Pick out the lines below with "white" and list them.

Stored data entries
☆ ☆ ☆

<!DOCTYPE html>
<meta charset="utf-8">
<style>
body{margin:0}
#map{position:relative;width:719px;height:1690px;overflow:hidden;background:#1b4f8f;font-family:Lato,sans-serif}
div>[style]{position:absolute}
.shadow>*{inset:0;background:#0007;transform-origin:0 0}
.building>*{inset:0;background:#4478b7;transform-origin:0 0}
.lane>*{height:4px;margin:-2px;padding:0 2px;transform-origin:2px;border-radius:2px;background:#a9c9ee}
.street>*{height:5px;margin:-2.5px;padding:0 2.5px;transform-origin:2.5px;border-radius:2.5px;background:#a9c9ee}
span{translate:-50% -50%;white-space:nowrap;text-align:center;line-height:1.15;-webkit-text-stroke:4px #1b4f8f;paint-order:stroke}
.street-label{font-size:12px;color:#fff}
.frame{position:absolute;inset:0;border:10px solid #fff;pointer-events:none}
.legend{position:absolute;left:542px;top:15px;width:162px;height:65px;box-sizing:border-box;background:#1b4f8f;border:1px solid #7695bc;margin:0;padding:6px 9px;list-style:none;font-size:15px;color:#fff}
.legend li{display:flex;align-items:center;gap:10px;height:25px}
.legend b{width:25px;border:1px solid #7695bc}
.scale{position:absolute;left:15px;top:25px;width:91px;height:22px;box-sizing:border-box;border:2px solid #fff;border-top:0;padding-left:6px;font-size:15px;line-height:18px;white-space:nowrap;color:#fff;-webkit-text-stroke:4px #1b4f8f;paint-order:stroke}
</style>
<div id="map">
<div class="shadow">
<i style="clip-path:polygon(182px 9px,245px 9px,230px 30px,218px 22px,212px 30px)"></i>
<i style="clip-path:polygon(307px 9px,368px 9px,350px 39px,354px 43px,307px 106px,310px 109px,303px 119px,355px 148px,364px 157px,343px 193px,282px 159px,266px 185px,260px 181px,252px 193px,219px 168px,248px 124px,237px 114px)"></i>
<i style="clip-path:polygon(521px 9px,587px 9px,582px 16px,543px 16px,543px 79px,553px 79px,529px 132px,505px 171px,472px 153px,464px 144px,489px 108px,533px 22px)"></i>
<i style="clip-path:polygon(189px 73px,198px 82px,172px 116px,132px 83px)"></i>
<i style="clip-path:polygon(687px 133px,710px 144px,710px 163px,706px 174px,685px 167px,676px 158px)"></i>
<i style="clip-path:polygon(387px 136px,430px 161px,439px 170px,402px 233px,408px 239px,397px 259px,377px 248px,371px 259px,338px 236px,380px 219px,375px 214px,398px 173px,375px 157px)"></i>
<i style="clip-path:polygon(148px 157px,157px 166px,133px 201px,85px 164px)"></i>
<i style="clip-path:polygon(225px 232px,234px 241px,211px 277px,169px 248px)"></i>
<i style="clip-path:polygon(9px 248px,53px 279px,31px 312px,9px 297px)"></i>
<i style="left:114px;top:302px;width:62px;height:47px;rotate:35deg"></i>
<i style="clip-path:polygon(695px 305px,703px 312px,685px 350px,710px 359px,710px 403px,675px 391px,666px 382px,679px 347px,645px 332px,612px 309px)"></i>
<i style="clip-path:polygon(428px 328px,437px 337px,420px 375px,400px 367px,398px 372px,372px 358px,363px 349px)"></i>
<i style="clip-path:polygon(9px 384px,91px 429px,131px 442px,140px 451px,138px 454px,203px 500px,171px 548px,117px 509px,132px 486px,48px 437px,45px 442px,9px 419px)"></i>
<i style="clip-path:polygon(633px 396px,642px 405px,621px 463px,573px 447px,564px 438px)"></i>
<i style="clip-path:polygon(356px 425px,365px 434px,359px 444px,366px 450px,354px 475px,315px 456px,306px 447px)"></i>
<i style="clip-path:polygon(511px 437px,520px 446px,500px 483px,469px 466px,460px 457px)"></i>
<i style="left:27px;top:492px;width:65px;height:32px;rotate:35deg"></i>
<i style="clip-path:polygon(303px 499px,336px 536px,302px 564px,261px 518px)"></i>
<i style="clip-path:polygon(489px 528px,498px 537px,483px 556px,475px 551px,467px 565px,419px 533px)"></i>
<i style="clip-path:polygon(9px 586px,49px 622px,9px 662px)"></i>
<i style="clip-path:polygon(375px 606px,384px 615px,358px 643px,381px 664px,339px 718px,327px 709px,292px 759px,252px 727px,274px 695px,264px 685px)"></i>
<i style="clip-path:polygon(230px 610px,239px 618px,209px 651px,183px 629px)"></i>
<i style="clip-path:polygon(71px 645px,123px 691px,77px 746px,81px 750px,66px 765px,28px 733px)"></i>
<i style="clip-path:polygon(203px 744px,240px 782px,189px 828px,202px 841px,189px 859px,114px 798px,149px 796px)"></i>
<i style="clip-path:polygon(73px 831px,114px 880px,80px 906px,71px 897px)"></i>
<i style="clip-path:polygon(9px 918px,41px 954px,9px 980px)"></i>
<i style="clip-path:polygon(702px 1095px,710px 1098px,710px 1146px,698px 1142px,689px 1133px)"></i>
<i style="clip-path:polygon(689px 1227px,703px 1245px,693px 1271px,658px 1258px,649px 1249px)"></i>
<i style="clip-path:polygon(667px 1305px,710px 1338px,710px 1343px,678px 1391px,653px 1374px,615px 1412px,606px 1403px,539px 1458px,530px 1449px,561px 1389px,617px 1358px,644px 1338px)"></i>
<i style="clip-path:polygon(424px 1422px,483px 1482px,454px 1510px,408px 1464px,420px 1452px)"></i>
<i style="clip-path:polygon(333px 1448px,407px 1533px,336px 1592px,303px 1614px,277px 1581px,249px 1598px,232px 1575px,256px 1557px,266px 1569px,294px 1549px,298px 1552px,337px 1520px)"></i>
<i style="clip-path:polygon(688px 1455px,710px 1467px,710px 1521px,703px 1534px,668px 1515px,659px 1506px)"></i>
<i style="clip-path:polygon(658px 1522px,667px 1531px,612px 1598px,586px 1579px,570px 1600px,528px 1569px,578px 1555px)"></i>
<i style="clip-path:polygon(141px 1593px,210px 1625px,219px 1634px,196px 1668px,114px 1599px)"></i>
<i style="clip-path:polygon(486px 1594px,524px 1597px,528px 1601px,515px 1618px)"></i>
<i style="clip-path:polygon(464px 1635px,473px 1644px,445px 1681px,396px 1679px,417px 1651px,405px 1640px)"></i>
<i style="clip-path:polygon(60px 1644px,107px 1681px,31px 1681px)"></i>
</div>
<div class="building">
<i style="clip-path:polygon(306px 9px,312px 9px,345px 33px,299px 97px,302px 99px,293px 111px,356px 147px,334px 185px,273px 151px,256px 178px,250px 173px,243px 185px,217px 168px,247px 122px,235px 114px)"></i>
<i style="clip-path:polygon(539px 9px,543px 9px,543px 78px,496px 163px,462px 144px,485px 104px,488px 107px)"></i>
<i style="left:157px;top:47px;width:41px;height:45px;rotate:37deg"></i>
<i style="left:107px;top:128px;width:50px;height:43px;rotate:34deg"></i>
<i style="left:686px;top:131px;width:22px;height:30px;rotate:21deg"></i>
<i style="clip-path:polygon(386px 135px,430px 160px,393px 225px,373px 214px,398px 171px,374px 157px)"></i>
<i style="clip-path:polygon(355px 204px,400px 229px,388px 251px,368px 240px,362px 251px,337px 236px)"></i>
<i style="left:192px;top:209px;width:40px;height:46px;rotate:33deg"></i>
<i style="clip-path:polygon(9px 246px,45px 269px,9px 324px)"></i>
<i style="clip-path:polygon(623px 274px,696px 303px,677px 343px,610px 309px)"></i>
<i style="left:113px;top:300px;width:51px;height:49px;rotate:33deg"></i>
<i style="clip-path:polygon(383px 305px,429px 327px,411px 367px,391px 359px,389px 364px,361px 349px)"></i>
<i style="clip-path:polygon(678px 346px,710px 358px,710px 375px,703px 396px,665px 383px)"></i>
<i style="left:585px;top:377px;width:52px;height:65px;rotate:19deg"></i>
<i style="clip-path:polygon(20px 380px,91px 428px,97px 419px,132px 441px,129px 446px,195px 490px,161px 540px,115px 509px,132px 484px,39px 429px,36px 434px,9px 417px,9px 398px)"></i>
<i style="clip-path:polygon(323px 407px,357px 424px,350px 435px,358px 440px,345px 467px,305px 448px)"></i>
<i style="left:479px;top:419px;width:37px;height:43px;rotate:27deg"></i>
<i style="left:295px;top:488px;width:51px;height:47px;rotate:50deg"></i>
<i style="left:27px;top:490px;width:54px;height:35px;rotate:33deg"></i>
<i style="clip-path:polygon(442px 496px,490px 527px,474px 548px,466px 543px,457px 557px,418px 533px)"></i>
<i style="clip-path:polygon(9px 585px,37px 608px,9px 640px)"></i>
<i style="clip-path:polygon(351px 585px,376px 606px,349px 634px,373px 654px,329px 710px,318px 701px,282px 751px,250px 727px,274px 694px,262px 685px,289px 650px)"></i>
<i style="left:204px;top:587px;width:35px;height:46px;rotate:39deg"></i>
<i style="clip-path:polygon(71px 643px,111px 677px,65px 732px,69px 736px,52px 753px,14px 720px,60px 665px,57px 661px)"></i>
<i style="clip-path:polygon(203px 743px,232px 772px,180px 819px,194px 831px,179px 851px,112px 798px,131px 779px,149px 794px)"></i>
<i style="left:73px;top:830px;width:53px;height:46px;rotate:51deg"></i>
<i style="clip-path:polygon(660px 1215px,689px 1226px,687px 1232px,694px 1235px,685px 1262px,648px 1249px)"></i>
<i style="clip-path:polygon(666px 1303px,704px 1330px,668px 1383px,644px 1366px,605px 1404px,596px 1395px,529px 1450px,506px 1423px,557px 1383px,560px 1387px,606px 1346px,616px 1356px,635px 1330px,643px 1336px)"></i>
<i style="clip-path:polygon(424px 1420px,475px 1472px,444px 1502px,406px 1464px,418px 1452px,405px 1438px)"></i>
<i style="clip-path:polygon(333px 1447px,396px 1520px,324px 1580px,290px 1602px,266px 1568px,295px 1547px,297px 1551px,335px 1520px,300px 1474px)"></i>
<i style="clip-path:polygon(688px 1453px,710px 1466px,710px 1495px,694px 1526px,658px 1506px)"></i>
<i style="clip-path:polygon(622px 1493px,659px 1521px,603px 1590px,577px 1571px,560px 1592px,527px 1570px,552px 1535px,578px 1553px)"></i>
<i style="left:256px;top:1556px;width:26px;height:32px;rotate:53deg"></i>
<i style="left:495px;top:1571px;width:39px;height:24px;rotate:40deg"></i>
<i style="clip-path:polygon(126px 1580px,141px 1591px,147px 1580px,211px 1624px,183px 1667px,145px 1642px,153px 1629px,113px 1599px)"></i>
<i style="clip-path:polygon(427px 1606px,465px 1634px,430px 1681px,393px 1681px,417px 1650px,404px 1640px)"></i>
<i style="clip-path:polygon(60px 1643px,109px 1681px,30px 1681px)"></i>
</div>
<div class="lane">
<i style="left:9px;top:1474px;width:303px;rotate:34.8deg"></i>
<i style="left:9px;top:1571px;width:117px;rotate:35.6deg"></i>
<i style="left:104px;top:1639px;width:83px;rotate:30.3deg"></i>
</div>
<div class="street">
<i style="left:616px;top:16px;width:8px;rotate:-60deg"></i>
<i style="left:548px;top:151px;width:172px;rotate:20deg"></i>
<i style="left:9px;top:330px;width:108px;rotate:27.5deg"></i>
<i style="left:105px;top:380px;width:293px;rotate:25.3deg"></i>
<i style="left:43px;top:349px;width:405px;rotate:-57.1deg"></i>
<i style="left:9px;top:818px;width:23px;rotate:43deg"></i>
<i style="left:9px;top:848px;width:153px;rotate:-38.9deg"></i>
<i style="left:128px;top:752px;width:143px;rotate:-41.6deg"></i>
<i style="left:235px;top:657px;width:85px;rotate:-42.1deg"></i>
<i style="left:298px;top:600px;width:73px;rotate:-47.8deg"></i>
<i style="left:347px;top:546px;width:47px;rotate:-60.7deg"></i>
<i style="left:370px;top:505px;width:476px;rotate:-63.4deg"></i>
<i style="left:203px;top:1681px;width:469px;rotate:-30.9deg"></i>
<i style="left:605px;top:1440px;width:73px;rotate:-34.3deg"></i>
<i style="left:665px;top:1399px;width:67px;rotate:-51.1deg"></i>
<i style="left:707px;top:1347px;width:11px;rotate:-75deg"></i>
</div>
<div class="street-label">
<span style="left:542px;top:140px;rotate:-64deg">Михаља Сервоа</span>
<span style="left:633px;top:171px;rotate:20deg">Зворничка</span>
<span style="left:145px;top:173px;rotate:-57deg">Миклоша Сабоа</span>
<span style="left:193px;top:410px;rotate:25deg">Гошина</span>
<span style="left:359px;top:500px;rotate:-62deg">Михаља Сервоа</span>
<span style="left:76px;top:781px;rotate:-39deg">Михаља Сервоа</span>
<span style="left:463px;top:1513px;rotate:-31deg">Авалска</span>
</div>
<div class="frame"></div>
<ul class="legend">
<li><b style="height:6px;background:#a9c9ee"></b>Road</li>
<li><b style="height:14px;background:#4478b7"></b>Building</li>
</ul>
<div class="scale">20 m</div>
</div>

☆ ☆ ☆

> _EXERCISE SOLUTION_:
span{translate:-50% -50%;white-space:nowrap;text-align:center;line-height:1.15;-webkit-text-stroke:4px #1b4f8f;paint-order:stroke}
.scale{position:absolute;left:15px;top:25px;width:91px;height:22px;box-sizing:border-box;border:2px solid #fff;border-top:0;padding-left:6px;font-size:15px;line-height:18px;white-space:nowrap;color:#fff;-webkit-text-stroke:4px #1b4f8f;paint-order:stroke}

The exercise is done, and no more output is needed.